→ **DATASET RECORDS**:
*** Block opens ***

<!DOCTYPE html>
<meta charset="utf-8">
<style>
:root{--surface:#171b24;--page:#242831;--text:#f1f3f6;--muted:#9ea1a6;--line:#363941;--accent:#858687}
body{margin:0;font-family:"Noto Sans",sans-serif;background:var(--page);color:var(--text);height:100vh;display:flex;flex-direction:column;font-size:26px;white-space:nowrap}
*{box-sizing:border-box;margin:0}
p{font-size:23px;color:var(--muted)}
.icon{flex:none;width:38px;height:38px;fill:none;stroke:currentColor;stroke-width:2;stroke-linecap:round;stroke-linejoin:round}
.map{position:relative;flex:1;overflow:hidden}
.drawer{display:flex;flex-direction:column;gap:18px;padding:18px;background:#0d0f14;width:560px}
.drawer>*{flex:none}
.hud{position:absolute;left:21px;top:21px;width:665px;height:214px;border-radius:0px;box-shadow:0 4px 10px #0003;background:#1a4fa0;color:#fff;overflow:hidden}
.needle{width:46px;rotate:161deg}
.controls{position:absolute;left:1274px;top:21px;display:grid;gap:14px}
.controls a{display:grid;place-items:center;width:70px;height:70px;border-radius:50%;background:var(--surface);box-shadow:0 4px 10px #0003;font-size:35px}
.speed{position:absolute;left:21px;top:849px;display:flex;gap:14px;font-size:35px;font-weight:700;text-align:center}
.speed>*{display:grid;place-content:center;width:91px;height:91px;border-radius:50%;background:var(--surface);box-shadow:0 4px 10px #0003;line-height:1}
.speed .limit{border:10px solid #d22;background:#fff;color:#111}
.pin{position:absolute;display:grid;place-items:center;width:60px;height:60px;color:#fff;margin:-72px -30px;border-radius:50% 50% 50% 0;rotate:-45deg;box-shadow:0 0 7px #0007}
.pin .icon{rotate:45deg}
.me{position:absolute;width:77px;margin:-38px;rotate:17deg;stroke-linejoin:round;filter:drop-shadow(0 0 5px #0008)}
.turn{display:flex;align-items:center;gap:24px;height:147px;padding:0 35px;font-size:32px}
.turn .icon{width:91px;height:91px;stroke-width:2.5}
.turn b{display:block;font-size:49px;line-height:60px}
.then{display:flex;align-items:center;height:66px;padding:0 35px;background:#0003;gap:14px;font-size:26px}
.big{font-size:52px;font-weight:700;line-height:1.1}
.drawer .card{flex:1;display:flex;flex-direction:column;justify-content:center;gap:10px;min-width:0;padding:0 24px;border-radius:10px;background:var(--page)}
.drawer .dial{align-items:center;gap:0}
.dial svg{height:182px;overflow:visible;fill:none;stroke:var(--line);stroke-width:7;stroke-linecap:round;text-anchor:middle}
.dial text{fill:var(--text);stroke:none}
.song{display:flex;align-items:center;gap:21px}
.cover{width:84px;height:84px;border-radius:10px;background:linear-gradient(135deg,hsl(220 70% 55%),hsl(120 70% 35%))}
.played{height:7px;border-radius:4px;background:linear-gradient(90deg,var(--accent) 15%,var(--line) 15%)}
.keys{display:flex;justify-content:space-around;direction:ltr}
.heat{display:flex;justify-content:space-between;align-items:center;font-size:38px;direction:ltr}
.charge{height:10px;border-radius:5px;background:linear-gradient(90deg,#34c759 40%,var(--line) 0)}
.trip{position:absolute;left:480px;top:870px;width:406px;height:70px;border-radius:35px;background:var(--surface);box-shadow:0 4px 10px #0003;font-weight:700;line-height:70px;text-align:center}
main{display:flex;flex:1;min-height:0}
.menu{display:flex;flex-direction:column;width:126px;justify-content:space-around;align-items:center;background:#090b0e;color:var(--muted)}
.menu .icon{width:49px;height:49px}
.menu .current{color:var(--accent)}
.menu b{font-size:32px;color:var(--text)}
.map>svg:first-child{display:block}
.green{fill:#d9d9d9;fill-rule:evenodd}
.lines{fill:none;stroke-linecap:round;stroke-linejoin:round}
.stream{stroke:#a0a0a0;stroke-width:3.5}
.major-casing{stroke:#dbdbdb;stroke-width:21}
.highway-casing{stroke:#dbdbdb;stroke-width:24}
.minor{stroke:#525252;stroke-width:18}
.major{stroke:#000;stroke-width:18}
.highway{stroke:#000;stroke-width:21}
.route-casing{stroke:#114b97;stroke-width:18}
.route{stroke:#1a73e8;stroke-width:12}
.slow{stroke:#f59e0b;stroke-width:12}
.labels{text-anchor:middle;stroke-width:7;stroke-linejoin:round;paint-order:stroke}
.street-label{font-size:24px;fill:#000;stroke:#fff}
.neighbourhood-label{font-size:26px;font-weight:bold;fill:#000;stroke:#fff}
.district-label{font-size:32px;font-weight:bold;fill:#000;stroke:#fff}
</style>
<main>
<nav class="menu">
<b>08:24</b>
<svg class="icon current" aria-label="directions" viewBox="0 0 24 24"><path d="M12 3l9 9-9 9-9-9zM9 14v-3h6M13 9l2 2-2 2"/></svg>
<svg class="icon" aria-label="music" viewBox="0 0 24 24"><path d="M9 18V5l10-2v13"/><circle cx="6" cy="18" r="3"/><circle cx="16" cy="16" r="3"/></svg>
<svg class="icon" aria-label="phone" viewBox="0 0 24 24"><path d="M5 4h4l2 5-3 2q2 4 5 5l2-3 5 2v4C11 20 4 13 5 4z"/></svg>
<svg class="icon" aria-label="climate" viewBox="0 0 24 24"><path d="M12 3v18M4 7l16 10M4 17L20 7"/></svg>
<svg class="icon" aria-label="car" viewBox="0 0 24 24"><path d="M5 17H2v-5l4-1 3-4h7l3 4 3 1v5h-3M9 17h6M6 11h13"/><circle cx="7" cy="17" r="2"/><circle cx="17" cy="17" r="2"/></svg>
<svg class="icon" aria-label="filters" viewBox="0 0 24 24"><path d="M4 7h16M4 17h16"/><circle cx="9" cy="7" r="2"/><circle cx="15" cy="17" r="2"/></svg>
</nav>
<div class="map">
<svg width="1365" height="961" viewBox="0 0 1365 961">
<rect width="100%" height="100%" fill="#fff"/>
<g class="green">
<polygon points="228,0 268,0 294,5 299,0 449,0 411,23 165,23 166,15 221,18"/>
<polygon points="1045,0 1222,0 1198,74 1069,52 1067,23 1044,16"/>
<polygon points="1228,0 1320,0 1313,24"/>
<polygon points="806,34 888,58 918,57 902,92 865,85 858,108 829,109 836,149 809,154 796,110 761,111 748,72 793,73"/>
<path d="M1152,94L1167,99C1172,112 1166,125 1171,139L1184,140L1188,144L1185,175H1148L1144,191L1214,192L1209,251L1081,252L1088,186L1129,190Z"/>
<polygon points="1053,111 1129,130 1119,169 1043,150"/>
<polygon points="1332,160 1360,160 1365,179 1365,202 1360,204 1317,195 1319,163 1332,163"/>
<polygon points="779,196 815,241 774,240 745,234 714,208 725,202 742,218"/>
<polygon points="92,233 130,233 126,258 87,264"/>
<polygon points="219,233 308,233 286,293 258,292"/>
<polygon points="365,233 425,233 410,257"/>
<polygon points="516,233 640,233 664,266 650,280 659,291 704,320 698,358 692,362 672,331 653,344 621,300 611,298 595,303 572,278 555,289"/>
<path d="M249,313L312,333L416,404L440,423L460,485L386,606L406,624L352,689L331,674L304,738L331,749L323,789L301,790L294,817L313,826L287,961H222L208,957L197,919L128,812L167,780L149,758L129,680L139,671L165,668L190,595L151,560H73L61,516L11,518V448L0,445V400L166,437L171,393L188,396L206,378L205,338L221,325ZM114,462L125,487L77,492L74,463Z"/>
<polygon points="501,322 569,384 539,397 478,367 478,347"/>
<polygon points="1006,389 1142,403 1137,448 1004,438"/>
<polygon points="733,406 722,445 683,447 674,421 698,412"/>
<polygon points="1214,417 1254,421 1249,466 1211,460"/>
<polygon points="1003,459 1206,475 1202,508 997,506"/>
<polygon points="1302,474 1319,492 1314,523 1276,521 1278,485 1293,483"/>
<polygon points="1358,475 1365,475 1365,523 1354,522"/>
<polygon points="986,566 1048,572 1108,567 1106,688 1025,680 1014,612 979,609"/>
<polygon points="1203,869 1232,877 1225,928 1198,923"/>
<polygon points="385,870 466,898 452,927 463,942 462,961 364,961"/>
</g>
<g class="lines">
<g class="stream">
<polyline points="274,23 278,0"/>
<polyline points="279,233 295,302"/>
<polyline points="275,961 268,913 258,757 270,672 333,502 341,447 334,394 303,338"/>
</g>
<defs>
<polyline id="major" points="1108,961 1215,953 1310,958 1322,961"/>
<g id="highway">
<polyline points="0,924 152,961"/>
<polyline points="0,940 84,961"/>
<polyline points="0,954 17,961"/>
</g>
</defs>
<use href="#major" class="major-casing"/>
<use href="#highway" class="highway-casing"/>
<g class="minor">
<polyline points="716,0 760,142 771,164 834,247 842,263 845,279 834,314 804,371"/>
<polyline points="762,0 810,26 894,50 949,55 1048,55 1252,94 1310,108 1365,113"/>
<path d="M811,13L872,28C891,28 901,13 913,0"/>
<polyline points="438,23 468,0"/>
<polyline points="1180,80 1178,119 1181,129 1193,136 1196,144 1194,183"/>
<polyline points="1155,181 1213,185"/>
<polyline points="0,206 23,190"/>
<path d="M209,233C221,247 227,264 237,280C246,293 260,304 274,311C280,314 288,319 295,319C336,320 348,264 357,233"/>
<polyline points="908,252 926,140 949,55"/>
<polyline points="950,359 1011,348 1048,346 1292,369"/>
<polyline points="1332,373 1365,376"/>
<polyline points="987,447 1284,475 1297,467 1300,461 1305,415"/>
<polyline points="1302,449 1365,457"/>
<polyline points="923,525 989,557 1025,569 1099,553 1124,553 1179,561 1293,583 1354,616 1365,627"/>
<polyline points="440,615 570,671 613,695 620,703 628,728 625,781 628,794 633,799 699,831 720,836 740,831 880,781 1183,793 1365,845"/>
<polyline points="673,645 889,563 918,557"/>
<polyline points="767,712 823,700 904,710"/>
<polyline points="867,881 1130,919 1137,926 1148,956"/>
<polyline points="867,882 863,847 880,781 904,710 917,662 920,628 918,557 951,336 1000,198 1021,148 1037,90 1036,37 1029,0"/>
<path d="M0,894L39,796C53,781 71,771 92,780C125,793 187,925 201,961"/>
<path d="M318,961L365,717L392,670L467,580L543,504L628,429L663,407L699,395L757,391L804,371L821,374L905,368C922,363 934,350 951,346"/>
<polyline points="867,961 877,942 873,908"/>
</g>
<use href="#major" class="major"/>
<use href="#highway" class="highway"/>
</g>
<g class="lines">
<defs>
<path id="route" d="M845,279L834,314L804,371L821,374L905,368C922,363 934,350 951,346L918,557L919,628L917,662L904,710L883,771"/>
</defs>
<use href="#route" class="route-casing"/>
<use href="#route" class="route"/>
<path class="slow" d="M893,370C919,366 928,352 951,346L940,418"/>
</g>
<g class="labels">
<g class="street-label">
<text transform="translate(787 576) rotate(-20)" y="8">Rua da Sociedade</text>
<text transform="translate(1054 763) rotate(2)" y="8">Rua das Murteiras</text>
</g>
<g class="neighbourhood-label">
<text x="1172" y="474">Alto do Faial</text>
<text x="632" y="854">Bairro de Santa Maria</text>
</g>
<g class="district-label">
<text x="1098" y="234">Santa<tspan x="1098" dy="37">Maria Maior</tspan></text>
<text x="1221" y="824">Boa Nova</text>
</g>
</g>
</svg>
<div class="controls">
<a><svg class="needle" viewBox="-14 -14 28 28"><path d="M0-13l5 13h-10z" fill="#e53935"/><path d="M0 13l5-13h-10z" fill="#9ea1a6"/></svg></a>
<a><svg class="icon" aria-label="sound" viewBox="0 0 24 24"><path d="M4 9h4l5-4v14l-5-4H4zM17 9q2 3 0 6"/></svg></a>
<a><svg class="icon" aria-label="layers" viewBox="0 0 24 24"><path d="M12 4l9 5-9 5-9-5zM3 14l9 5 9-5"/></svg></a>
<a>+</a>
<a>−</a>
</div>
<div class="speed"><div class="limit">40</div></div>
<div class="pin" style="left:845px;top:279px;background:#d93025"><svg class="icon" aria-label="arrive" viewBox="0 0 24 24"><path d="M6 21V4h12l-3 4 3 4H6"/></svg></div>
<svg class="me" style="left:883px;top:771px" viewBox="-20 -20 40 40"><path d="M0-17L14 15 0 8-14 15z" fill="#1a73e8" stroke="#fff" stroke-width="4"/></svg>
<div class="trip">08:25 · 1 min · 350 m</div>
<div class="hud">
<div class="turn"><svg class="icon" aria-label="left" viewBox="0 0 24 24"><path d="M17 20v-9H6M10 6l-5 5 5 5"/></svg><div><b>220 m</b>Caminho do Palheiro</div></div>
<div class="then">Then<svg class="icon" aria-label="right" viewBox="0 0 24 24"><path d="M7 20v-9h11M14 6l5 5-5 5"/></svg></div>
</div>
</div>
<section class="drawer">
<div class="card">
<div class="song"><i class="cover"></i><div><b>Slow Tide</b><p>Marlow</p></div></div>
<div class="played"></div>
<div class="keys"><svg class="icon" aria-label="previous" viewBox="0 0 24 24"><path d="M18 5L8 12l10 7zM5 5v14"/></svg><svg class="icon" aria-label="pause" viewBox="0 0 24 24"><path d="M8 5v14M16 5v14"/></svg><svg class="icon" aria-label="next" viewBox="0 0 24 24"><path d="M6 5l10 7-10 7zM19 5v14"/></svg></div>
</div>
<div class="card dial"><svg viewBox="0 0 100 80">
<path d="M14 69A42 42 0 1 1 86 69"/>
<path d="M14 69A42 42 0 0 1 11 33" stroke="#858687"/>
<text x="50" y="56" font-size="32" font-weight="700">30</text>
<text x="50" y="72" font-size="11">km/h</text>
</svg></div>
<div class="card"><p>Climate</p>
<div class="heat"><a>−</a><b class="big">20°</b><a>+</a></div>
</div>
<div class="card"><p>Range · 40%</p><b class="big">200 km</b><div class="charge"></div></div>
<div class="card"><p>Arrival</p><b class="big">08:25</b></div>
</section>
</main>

*** Block closes ***

→ **YOUR OBJECTIVE**: Working from the listing above, pick out every line that has "casing" and copy it.

→ **TASK RESULT**:
.major-casing{stroke:#dbdbdb;stroke-width:21}
.highway-casing{stroke:#dbdbdb;stroke-width:24}
.route-casing{stroke:#114b97;stroke-width:18}
<use href="#major" class="major-casing"/>
<use href="#highway" class="highway-casing"/>
<use href="#route" class="route-casing"/>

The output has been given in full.